Sexta-feira, 19 de junho de 2015 - 09h01
De acordo com dados do setor de estatísticas da Agência Estadual de Vigilância em Saúde (Agevisa), Candeias do Jamari é o único município do Estado classificado de alto risco, com a incidência parasitária anual de 64 casos para cada mil habitantes, e está em segundo lugar no ranking nacional com o maior número de casos.
De acordo com Agevisa, aproximadamente 60% dos casos da doença são registrados na zona urbana, sendo que o bairro Satélite contribui com o maior número de casos (90), aproximadamente 30%. Apesar de avanços na luta contra o agravo no município, os dados ainda são preocupantes.
Segundo o secretário estadual de Saúde, Williames Pimentel, é importante reforçar a meta proposta pelo Ministério da Saúde (MS), através de indicadores de gestão pactuados (PQAVS) de redução de ao menos 30% ao final de 2015.
Ele adiantou ainda que na parceria do Estado com a prefeitura de Candeias do Jamari, as condições de trabalho da equipe devem ser priorizadas, como forma de assegurar os resultados positivos definidos pelo grupo formado por técnicos da Agevisa e Sesau.
Dentre vários aspectos relacionados à incidência de malária em Candeias do Jamari foram discutidos os principais problemas encontrados nos últimos meses para execução das atividades normatizadas pelo Ministério da Saúde.
Atualmente, segundo estudo realizado pela Agevisa em parceria com a prefeitura, o ponto crítico do Programa de Controle de Malária é a quantidade insuficiente de recursos humanos para realizar as atividades de vigilância e controle da doença, principalmente para as ações de controle vetorial (BRI e FOG).
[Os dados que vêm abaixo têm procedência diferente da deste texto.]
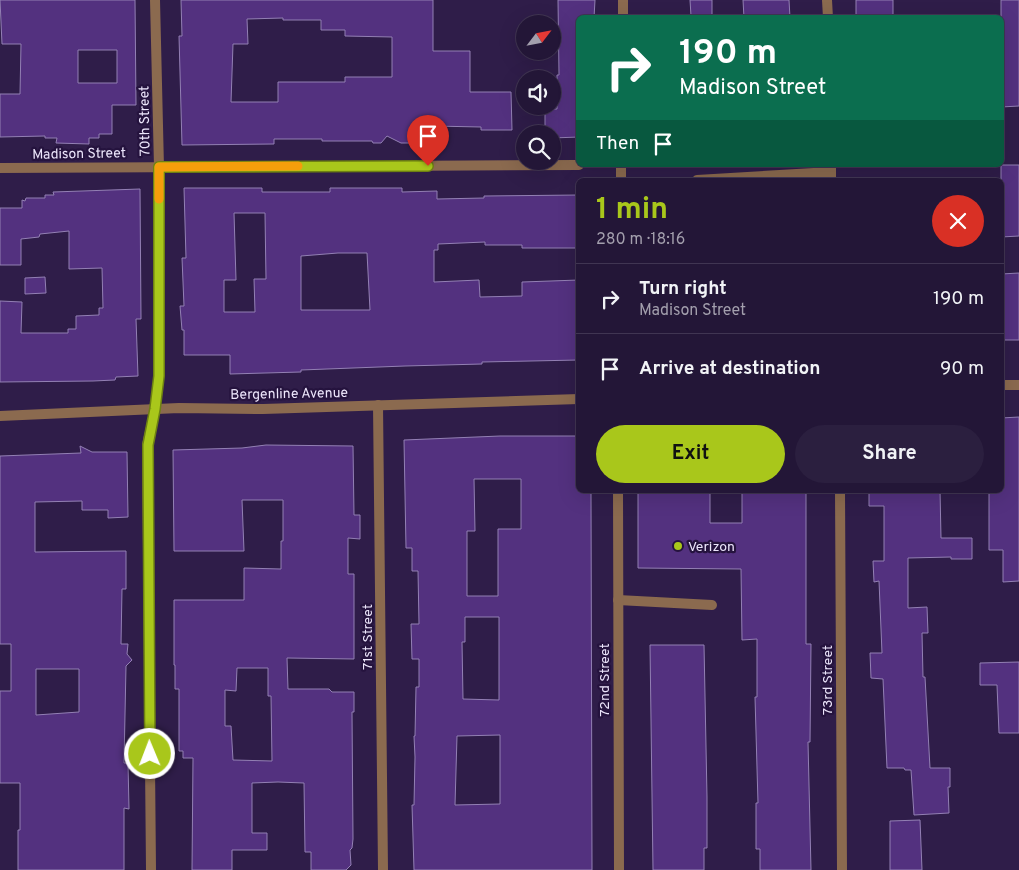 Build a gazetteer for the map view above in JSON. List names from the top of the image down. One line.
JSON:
{"streets":{"street":["70th Street","Madison Street","Bergenline Avenue","71st Street","72nd Street","73rd Street"]},"crossings":[["70th Street","Madison Street"],["70th Street","Bergenline Avenue"],["Bergenline Avenue","71st Street"]],"places":["Verizon"],"north":"top right","page":{"turn":["190 m","Madison Street"],"then":"Then","heading":["1 min","280 m · 18:16"],"list":[{"name":"Turn right","note":"Madison Street","value":"190 m"},{"name":"Arrive at destination","value":"90 m"}],"buttons":["Exit","Share"]}} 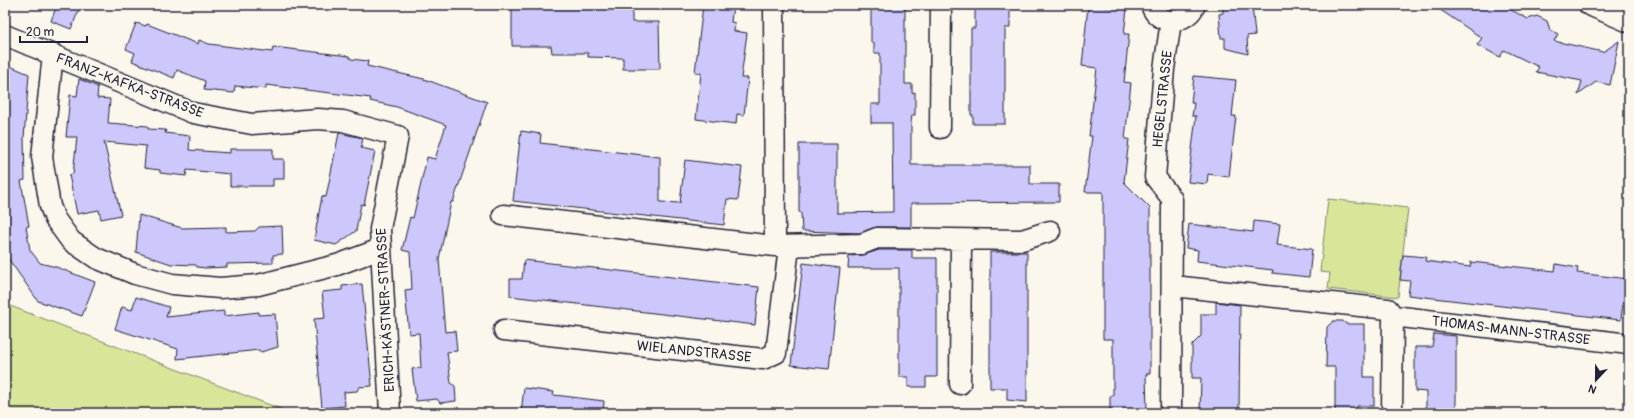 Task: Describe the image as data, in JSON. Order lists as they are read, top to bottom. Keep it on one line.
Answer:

Neste quesito, o Estado deve disponibilizar técnicos e pessoal de apoio para atender à demanda.
Segundo Heráclio Duran, secretário municipal de Saúde, a contratação de sete profissionais do concurso de 2013, assumido perante a Secretaria Estadual de Saúde e Agevisa, em fevereiro deste ano, como condição para ter o apoio da força-tarefa, não efetivado. Ele explica que o problema foi solucionado com remanejamento de servidores para atender o grupo de trabalho.
A força-tarefa é composta de cinco técnicos e deve durar trinta dias (provavelmente no mês de julho) para borrifar 500 imóveis, localizados no bairro Satélite. Está prevista, também, a realização do segundo mutirão de busca ativa direcionada para os bairros prioritários envolvendo agentes de endemias, agentes comunitários de saúde, agentes do Programa de Controle da Dengue, informa Heráclio Duran.
Williames Pimentel solicitou o apoio do gestores do município prefeito, secretário municipal de Saúde e a equipe técnica, para dar agilidade nos processos estruturantes do Programa de Controle da Malária, com a aplicação adequada dos recursos financeiros repassados pela União para execução das ações .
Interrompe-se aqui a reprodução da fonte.